Sitting in his office on the 35th floor of a downtown Toronto skyscraper, Don Rice, 31, recalls his first encounter with a computer.
“I can remember going to my uncle’s house – he worked for IBM. He had an Apple computer with a disk drive, and you could play Pong on it. I was about eight or nine years old at the time,” said Rice, financial information systems manager for Borden Ladner Gervais (BLG) LLP, a law firm with offices across Canada.
A graduate of the Bachelor of Business Administration program at Waterloo, Ont.-based Wilfrid Laurier University with a major in accounting and finance, Rice said IT was never his main focus throughout his education. “Back in 1990 . . . IT wasn’t what it is today. It made sense for me to be on the financial side,” he explained.
But the IT discipline, he said, has changed so much now that people from all walks of life – including himself – have jumped onboard. In fact, it’s only recently that Rice has started working toward his Information Systems Management certificate at Toronto’s Ryerson University. “Not everyone has the education – you’re kind of put into the job and that’s where the learning comes from.”
Rice’s first job was in 1995 as a cost analyst for Toronto-based cheque producing company Davis + Henderson (D+H), where he first started using SQL and reporting tools. Then D+H came upon a new concept: a data centre. “They pulled me into (that project) because I had a reporting background,” he explained.
Next, Rice was put to work on an OLAP tools demo that was used in a major sales presentation. “That was the highlight of my career,” he said, adding that he remembers being pulled aside by the president and CEO who had good things to say about the demo. “Getting that feedback was really awesome . . . when you’re a junior programmer.”
Today, he still looks back nostalgically on his programming days. “It’s like you’re creating your own little Frankenstein – the user wants something, and you put all the pieces together. There is nothing more exciting than getting stuck, not being able to figure out what’s going on and then suddenly finding the missing piece.”
The only “black cloud” in Rice’s career would be his all too brief stint at Oracle Corp., which he joined in October of 1998 as a consultant implementing the vendor’s Express OLAP product for clients.

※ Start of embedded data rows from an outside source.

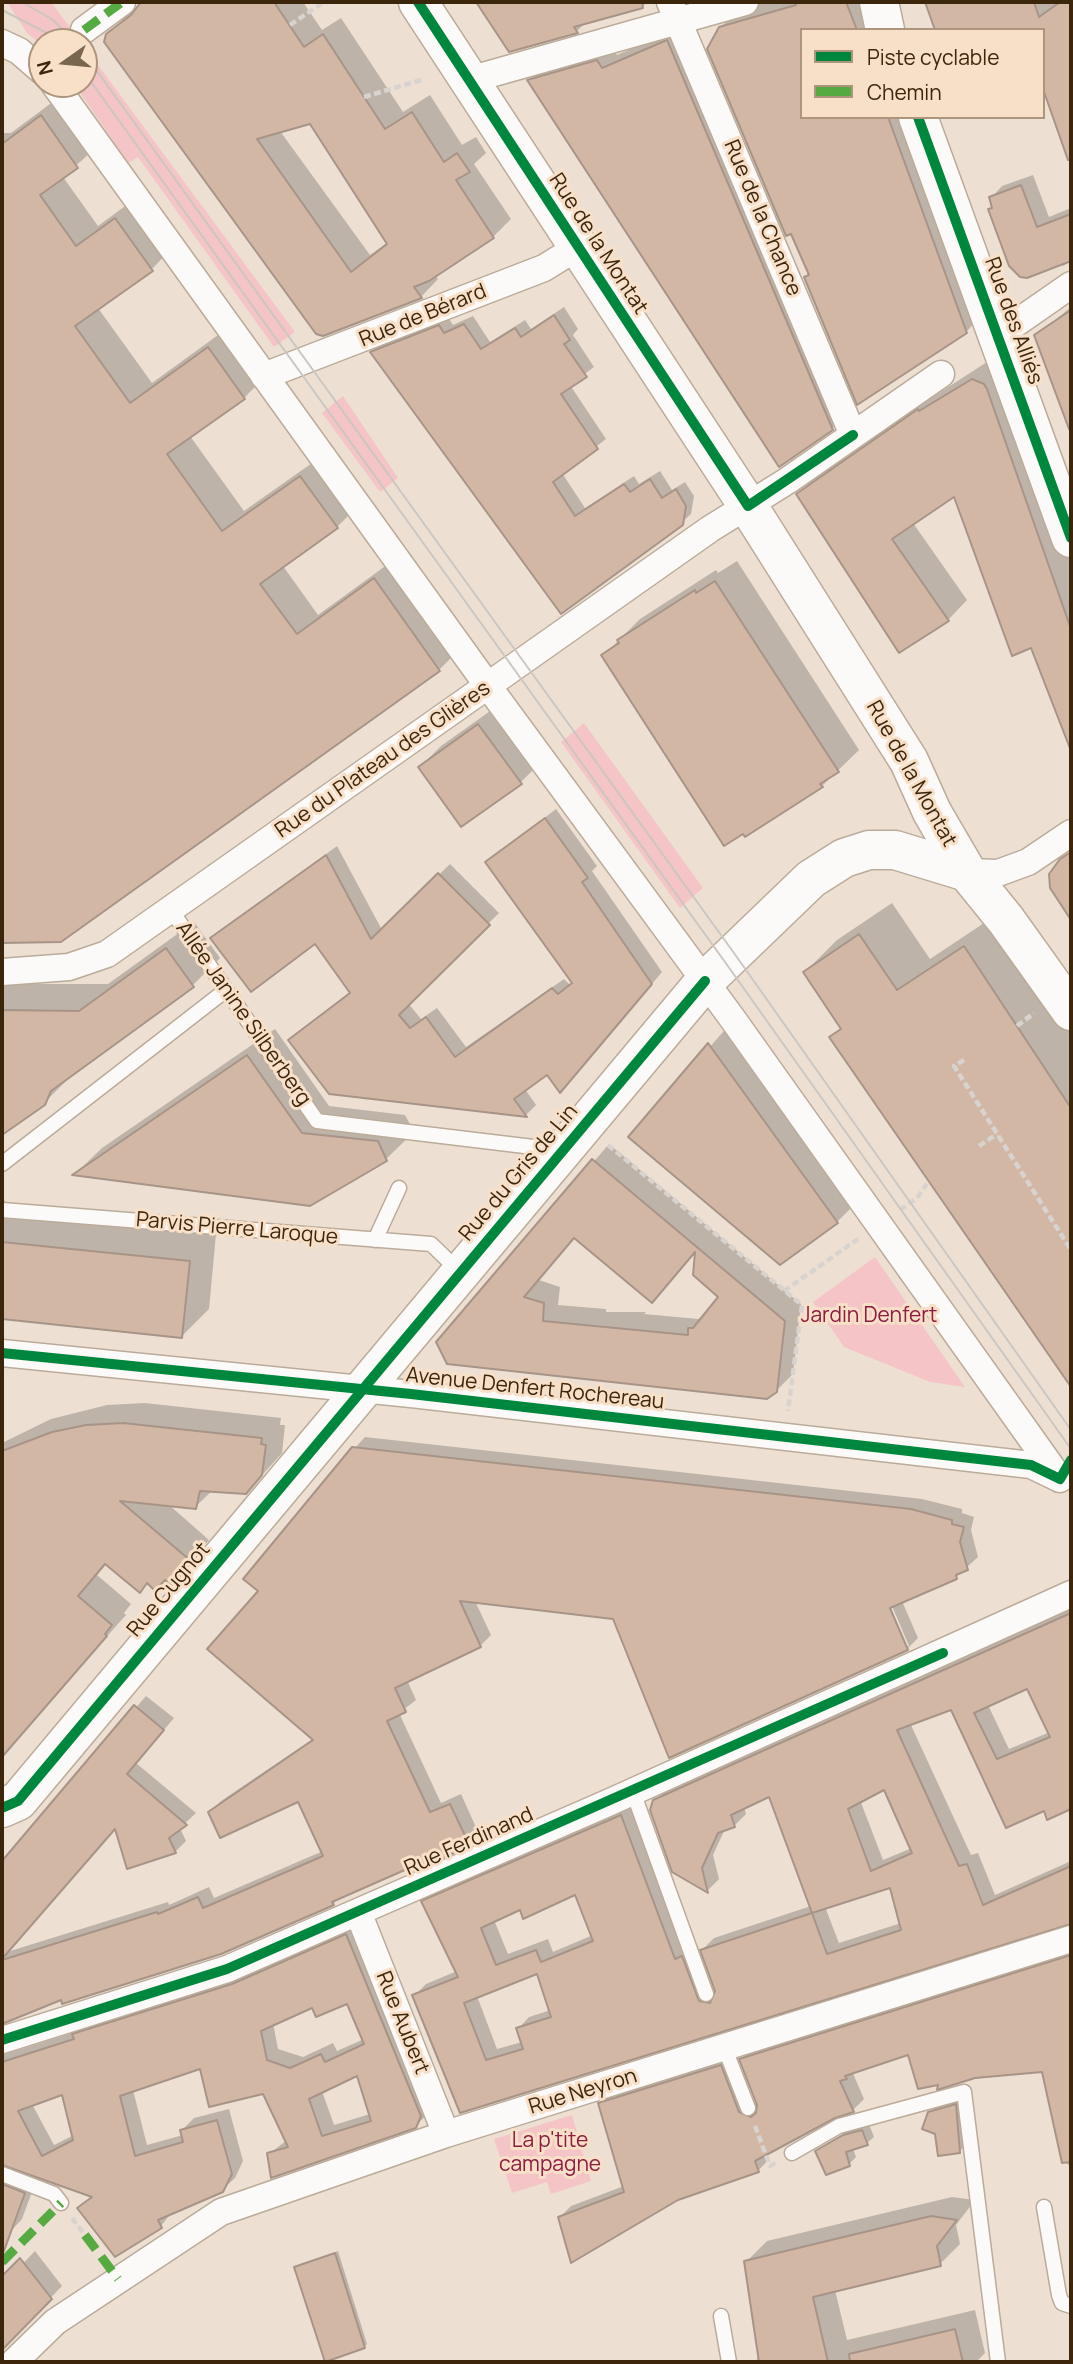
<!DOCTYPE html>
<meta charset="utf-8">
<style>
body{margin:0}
#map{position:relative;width:1073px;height:2364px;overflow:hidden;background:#ede0d3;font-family:Manrope,sans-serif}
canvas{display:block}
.frame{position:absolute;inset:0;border:4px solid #3b250b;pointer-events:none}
.legend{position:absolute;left:800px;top:28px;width:245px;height:91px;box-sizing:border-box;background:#f8e0c8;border:2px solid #ac957c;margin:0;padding:9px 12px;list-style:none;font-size:21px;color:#3b250b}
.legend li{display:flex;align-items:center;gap:14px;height:35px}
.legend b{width:35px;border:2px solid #ac957c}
.north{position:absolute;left:28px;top:28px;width:70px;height:70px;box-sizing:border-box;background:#f8e0c8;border:2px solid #ac957c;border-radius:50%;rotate:255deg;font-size:19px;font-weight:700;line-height:28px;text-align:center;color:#3b250b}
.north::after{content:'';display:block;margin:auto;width:24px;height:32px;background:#796651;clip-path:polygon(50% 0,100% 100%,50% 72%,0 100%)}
</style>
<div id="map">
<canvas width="1073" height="2364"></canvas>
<div class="frame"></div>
<ul class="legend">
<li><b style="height:9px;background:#00873e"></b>Piste cyclable</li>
<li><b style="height:9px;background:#55aa41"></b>Chemin</li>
</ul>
<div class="north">N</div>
</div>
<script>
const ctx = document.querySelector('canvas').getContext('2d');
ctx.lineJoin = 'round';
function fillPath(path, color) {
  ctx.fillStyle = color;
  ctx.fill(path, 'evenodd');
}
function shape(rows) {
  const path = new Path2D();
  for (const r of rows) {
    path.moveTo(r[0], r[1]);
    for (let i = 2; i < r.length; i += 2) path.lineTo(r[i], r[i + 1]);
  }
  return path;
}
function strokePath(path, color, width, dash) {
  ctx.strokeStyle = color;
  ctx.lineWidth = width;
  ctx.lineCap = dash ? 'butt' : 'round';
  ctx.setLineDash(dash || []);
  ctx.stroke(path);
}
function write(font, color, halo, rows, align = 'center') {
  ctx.font = font + ' Manrope,sans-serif';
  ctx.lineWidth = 6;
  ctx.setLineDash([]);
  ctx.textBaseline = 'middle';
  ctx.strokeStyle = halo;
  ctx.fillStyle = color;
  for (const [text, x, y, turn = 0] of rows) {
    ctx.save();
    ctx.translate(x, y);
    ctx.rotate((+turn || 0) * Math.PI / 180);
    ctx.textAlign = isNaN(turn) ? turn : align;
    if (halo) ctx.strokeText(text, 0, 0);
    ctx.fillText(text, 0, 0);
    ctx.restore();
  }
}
fillPath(shape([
 [7,2,51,2,81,42,42,42,42,45,27,33],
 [84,46,295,332,274,347,138,157,128,163,83,97,75,84,84,84],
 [343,396,398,478,380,492,322,413],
 [584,723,703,888,680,908,561,742],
 [875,1257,965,1387,930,1382,844,1347,813,1302],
 [572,2115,591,2181,551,2194,547,2182,512,2193,494,2139]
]), '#f5c4c6');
fillPath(shape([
 [142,2,303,2,322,30,341,18,403,112,430,95,462,145,476,137,486,153,474,164,511,219,493,237,435,275,438,279,421,297,323,334,309,324,106,42,107,34],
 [310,122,388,242,370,255,280,131],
 [478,2,653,2,586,22,577,31,509,50],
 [765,2,871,2,881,30,802,30,802,117,913,117,984,313,966,332,806,278,810,273,791,232,720,28,739,9],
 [927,2,1071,2,1071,150,1043,30,938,30],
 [681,27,847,414,832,428,779,465,529,80,543,66,611,47,617,55],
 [62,95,98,146,63,177,98,226,136,198,172,248,152,269,98,308,152,383,229,327,265,377,244,398,190,436,244,511,322,456,358,506,337,527,283,566,318,615,395,559,460,649,439,670,61,941,2,942,2,133,11,133],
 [1033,175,1049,217,1071,208,1071,261,1063,266,990,209,994,206,991,198,1002,186],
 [564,307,578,329,573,335,594,367,570,385,606,439,562,473,585,508,634,476,639,484,660,471,672,490,685,482,694,496,691,514,681,523,561,612,372,352,381,343,448,317,453,325,473,316,490,342,525,320,531,329],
 [1071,307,1071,431,1036,336],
 [987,362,1071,553,1071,752,1032,646,955,495,913,523,967,600,948,620,899,651,798,494,817,475,938,391,939,393],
 [737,561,859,750,822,786,603,656,640,619,716,570,718,573],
 [500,704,541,762,520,783,420,767,441,746],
 [556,809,597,866,592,871,662,972,561,1091,548,1072,525,1089,536,1105,526,1115,330,1093,290,1040,351,991,316,941,212,938,337,846,382,930,450,864,499,913,408,1003,421,1019,437,1008,466,1047,564,979,570,985,573,982,487,862],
 [892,903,930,959,996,915,1071,1027,1071,1377,1068,1379,831,1038,842,1027,805,972,837,940],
 [194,922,220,958,193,985,74,1073,44,1103,2,1133,2,984,108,984],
 [730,1024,858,1201,837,1222,631,1137],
 [275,1029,329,1106,405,1115,414,1132,386,1159,76,1173,102,1148],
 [609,1144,801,1304,793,1374,776,1391,438,1343],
 [575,1237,652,1301,697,1250,721,1297,699,1319,644,1314,646,1312,606,1312,606,1309,558,1305,560,1287,539,1280],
 [2,1197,13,1213,216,1234,209,1309,182,1336,2,1317],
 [145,1403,281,1418,280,1425,285,1425,282,1453,246,1493,213,1490,195,1507,168,1504,209,1540,170,1583,165,1578,148,1582,140,1591,107,1563,97,1575,131,1604,124,1613,126,1615,10,1745,2,1737,2,1443,51,1419,107,1405],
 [365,1437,922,1499,962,1509,962,1513,974,1517,971,1530,978,1557,956,1577,902,1601,918,1638,907,1649,670,1756,614,1617,475,1601,491,1635,480,1646,407,1680,416,1700,399,1713,441,1803,461,1794,479,1834,469,1845,408,1866,340,1897,333,1904,62,1998,2,2023,2,1864,146,1696,174,1718,136,1763,196,1813,180,1828,186,1841,175,1852,117,1827,7,1952,168,1902,169,1905,209,1887,214,1898,323,1851,299,1799,210,1812,221,1801,314,1738,260,1591,354,1449],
 [889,1599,909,1646,905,1646,885,1601],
 [1071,1608,1071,1807,1048,1818,1045,1808,1007,1826,952,1708,910,1723,971,1855,978,1853,995,1895,1071,1861,1071,1922,461,2111,414,1996,426,1984,457,1971,423,1902,435,1890,633,1804,711,1990,717,1991,702,1950,714,1938,811,1906,770,1795,744,1807,746,1814,734,1826,725,1829,713,1855,719,1879,708,1890,674,1871,655,1801,667,1789,694,1776],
 [1028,1687,1050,1732,1009,1749,988,1705],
 [885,1788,912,1848,883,1860,860,1800],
 [891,1886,901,1923,839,1943,825,1907],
 [576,1893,593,1935,553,1952,548,1939,508,1954,494,1920,520,1908],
 [538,1972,551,2010,529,2017,518,2029,522,2042,497,2049,477,1996],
 [358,1924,428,2114,415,2126,269,2154,287,2140,264,2092,201,2067,133,2090,147,2145,183,2135,182,2130,194,2118,229,2109,243,2161,235,2178,222,2190,172,2212,161,2226,80,2208,93,2196,6,2163,5,2168,36,2181,22,2219,11,2231,2,2228,2,2055,78,2031,86,2023],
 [348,2001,364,2039,337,2051,333,2043,303,2057,278,2049,273,2023,313,2006],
 [358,2074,370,2114,334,2125,322,2091],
 [64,2093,74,2135,54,2145,32,2104],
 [1071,1948,1071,2167,1064,2161,1044,2070,941,2083,909,2052,852,2071,864,2099,853,2110,834,2116,767,2153,769,2159,758,2171,560,2217,571,2206,624,2186,600,2104,612,2092,733,2054,751,2101,759,2104,741,2059,753,2048],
 [963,2098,966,2144,959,2152,936,2133,930,2113,938,2105],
 [869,2124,874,2137,867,2143,853,2148,856,2157,849,2164,817,2151,851,2129],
 [952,2197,975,2200,956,2225,960,2244,940,2264,835,2290,847,2340,975,2310,985,2353,976,2362,754,2362,760,2357,746,2262,767,2241],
 [35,2251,62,2286,2,2348,2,2285],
 [338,2251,367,2344,364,2347,296,2267]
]), '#0003');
const building = shape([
 [141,2,274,2,304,47,323,34,385,129,412,112,444,162,457,153,470,172,456,180,494,238,429,281,414,287,422,298,323,336,316,334,104,42,106,34,131,15,141,2],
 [310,124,387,244,351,272,257,139,310,124],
 [476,2,642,2,643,8,574,27,578,33,509,52,476,2],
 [795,2,846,2,857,30,802,30,802,117,888,117,967,333,857,405,804,277,809,275,791,234,786,236,707,49,719,27,796,5,795,2],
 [925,2,1034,2,1039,17,1060,2,1071,2,1071,159,1068,160,1043,89,1043,30,935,30,925,2],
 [667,40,833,430,779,467,527,80,597,60,602,68,667,40],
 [41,115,78,168,40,195,76,246,115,218,153,271,75,326,130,403,208,347,245,399,167,454,222,531,300,476,338,528,260,584,297,634,374,578,440,671,61,942,2,943,2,144,41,115],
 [1021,185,1037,227,1071,214,1071,261,1027,278,1020,277,1009,266,988,209,992,208,989,197,1021,185],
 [1071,310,1071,428,1069,429,1034,335,1071,310],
 [554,315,570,340,564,344,587,377,561,394,598,449,553,482,575,516,624,484,630,492,650,479,662,498,676,489,686,506,683,525,561,614,370,352,439,325,444,333,464,324,481,349,515,328,521,337,554,315],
 [972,379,984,384,987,389,1071,629,1071,751,1031,648,1012,656,954,497,892,539,949,621,899,653,796,494,918,409,919,411,972,379],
 [715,581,839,772,820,784,823,787,745,837,743,834,724,846,601,655,619,643,617,640,695,590,696,593,715,581],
 [478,724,522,784,461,827,418,767,478,724],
 [545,818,588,878,582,882,652,984,560,1093,547,1075,514,1099,527,1117,329,1094,288,1040,350,993,315,944,251,992,210,938,326,855,371,939,438,873,490,925,399,1015,410,1028,426,1017,455,1057,552,988,558,994,572,983,485,862,545,818],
 [1071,852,1071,920,1050,888,1049,874,1060,859,1071,852],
 [859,934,897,990,964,946,1071,1108,1071,1387,829,1037,841,1029,803,972,859,934],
 [166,948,194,987,51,1091,45,1105,2,1135,2,1010,79,1011,166,948],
 [708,1043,838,1223,780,1265,628,1137,708,1043],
 [247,1055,302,1133,378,1141,387,1161,310,1206,72,1175,247,1055],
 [592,1159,785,1321,777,1392,767,1399,447,1364,436,1342,592,1159],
 [574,1238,652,1303,695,1252,693,1275,718,1297,693,1328,688,1328,688,1335,543,1321,544,1303,524,1297,574,1238],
 [2,1242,190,1261,182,1338,2,1319,2,1242],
 [123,1423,262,1438,261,1444,266,1445,262,1475,246,1494,200,1491,196,1509,120,1501,191,1561,170,1585,165,1580,155,1591,147,1583,140,1593,105,1564,78,1596,112,1625,105,1634,107,1636,2,1757,2,1451,52,1432,86,1425,123,1423],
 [352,1447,911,1509,952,1520,952,1524,964,1527,960,1542,968,1570,956,1575,957,1579,890,1608,908,1650,669,1758,613,1619,460,1601,481,1647,395,1688,406,1712,387,1721,430,1812,450,1804,470,1846,409,1873,407,1869,332,1902,334,1905,221,1954,62,2004,61,2000,2,2024,2,1960,157,1912,158,1914,198,1897,203,1908,323,1856,298,1802,220,1838,208,1812,313,1740,207,1649,258,1591,243,1579,352,1447],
 [1071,1613,1071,1809,1047,1820,1044,1811,1006,1828,951,1710,897,1730,959,1866,967,1864,983,1905,1071,1866,1071,1924,460,2113,412,1995,458,1977,421,1901,621,1815,675,1959,682,1956,699,2001,710,2003,715,1991,700,1950,812,1913,769,1797,731,1815,735,1827,718,1833,702,1868,708,1893,672,1872,650,1810,653,1800,1071,1613],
 [1027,1689,1050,1737,997,1759,974,1713,1027,1689],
 [884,1790,912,1853,871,1871,848,1809,884,1790],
 [890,1888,901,1930,827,1954,812,1913,890,1888],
 [575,1895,593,1941,541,1962,536,1950,496,1965,481,1928,520,1910,523,1919,575,1895],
 [537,1974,551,2017,516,2028,523,2049,486,2060,464,2003,537,1974],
 [134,1705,164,1730,127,1774,187,1825,169,1838,176,1853,127,1869,115,1829,2,1959,2,1861,134,1705],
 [346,1934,421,2116,416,2128,271,2178,267,2153,288,2147,263,2094,209,2107,200,2069,120,2096,135,2156,183,2142,180,2130,217,2120,232,2174,223,2192,158,2220,162,2228,115,2257,77,2208,92,2197,2,2165,2,2062,74,2039,72,2034,232,1984,346,1934],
 [347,2004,364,2044,325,2062,321,2054,290,2068,267,2060,261,2031,312,2008,316,2017,347,2004],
 [357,2076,371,2121,322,2136,309,2099,357,2076],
 [62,2095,73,2140,42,2156,18,2111,62,2095],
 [1071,1955,1071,2162,1062,2163,1042,2072,975,2078,937,2090,938,2085,918,2089,908,2055,845,2076,847,2079,840,2081,854,2112,835,2118,755,2161,759,2172,678,2200,571,2263,558,2217,624,2192,598,2103,721,2065,739,2112,751,2117,756,2113,757,2105,739,2059,1071,1955],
 [956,2104,960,2153,938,2156,935,2134,922,2129,928,2112,956,2104],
 [862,2130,868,2145,846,2152,850,2166,826,2175,815,2151,843,2135,862,2130],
 [2,2184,25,2193,4,2251,2,2250,2,2184],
 [931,2216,957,2220,937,2246,941,2266,813,2297,828,2362,759,2362,744,2261,931,2216],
 [335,2253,365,2348,325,2362,294,2267,335,2253],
 [20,2258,52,2299,2,2350,2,2276,20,2258],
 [955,2329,963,2362,850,2362,849,2354,955,2329]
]);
fillPath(building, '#d3b7a5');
strokePath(building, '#a79487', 2);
const lane = shape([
 [171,910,317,1121,558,1150],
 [2,1164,226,990],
 [2,1210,431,1244,459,1271],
 [375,1240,399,1188],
 [633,1792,706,1994],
 [725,2049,748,2108],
 [792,2153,839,2126,964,2092,998,2362],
 [2,2174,54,2194,61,2203],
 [1044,2207,1059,2295,1062,2303,1071,2306],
 [721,2316,729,2362]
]);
const street = shape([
 [670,2,853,435],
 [84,30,122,2],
 [2,43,19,51,42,71],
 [469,80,745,2],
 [54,84,488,686,732,1018,1060,1479],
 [999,335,1071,285],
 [264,376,544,268,578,247],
 [967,872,998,873,1028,862,1071,833],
 [2,972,69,967,107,954,710,529,787,481,941,374],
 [2,1353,411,1394,1031,1465,1058,1478],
 [358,1912,446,2134],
 [2,2040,227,1969,610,1802,1071,1594],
 [14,2362,55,2322,221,2212,446,2134,1071,1939]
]);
const secondary = shape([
 [418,2,748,506,909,761,932,812,967,872,1006,920,1071,1011],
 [879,2,885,30],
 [918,117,1071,538],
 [2,1808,18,1801,705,981,811,879,844,858,869,850,895,850,967,872]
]);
strokePath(lane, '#bbab99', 17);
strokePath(street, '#bbab99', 29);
strokePath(secondary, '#bbab99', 41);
strokePath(shape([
 [290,25,324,2],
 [364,97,421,80],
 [1017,1026,1034,1013],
 [964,1060,954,1066,1071,1250],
 [608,1145,802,1305,788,1411],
 [979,1146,997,1134],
 [900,1210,917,1198,928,1182],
 [784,1291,858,1239],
 [755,2126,770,2166,777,2162],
 [72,2218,85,2235]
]), '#d8d3ce', 4.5, [7, 3.5]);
strokePath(lane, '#fcfaf8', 14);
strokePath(street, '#fcfaf8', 26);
strokePath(secondary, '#fcfaf8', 38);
strokePath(shape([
 [22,2,53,20,75,42],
 [2,10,45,32,55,42],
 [84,53,734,953,1071,1430],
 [84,72,725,962,1071,1449]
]), '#cbc6c1', 2);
strokePath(shape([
 [84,30,122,2],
 [85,2235,118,2279],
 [2,2262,61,2203]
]), '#55aa41', 9, [18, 9]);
strokePath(shape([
 [418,2,748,506,853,435],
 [918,117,1071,538],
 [2,1353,411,1394,1031,1465,1060,1479,1071,1460],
 [2,1808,18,1801,705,981],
 [2,2040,227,1969,943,1653]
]), '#00873e', 10);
write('21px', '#3b250b', '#f8e0c8', [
 ["Rue de la Chance",762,218,67],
 ["Rue de la Montat",598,244,57],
 ["Rue de Bérard",423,316,-22],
 ["Rue des Alliés",1013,321,70],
 ["Rue du Plateau des Glières",383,760,-35],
 ["Rue de la Montat",911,774,61],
 ["Allée Janine Silberberg",243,1014,55],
 ["Rue du Gris de Lin",519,1173,-50],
 ["Parvis Pierre Laroque",237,1229,5],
 ["Avenue Denfert Rochereau",535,1389,6],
 ["Rue Cugnot",169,1590,-50],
 ["Rue Ferdinand",469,1842,-24],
 ["Rue Aubert",402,2023,68],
 ["Rue Neyron",583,2092,-17]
]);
write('21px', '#8e1b41', '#f8e0c8', [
 ["Jardin Denfert",869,1316],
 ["La p'tite",550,2141],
 ["campagne",550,2165]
]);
</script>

By March of 1999, he was out of a job because “clients were focusing on Y2K instead of business intelligence tools.” However, there are no regrets, he said. “It was a great experience – it was fun to work there and I learned a lot.”
After returning to D+H on contract, in May of 1999 he joined BLG, which at the time only had a Toronto office. His first role was as a developer charged with the task of implementing CMS, practice management system that keeps track of lawyers’ time, billing and case progress.
Shortly after the implementation, BLG announced that it was merging with four other firms, and Rice’s team started planning how they would bring the new Calgary, Montreal, Ottawa and Vancouver offices under the same system. After the integration was completed in 2002, BLG needed a national financial IS manager to take care of the day-to-day operations of CMS – and Rice got promoted.
The transition from staff to management was a bit tough. “The mindset is different – before, you’re working with friends and you joke around. Then it changes to ‘Don’s now the manager so I have to be careful what I say around him,'” said Rice, who now reports to both the company CFO and national director of IT.
Nonetheless, he said he loves working at BLG. Rice’s team consists of eight other people who specialize in everything from networking to accounting. “(The staff) . . . love to use technology to get the boss. Once they got a hold of this horrible looking picture of me after being drenched with rain at a summer party – one guy scanned it and put it on everyone’s computer as their background,” he chuckled. “Really, it’s like a big happy family; we just have a good time.”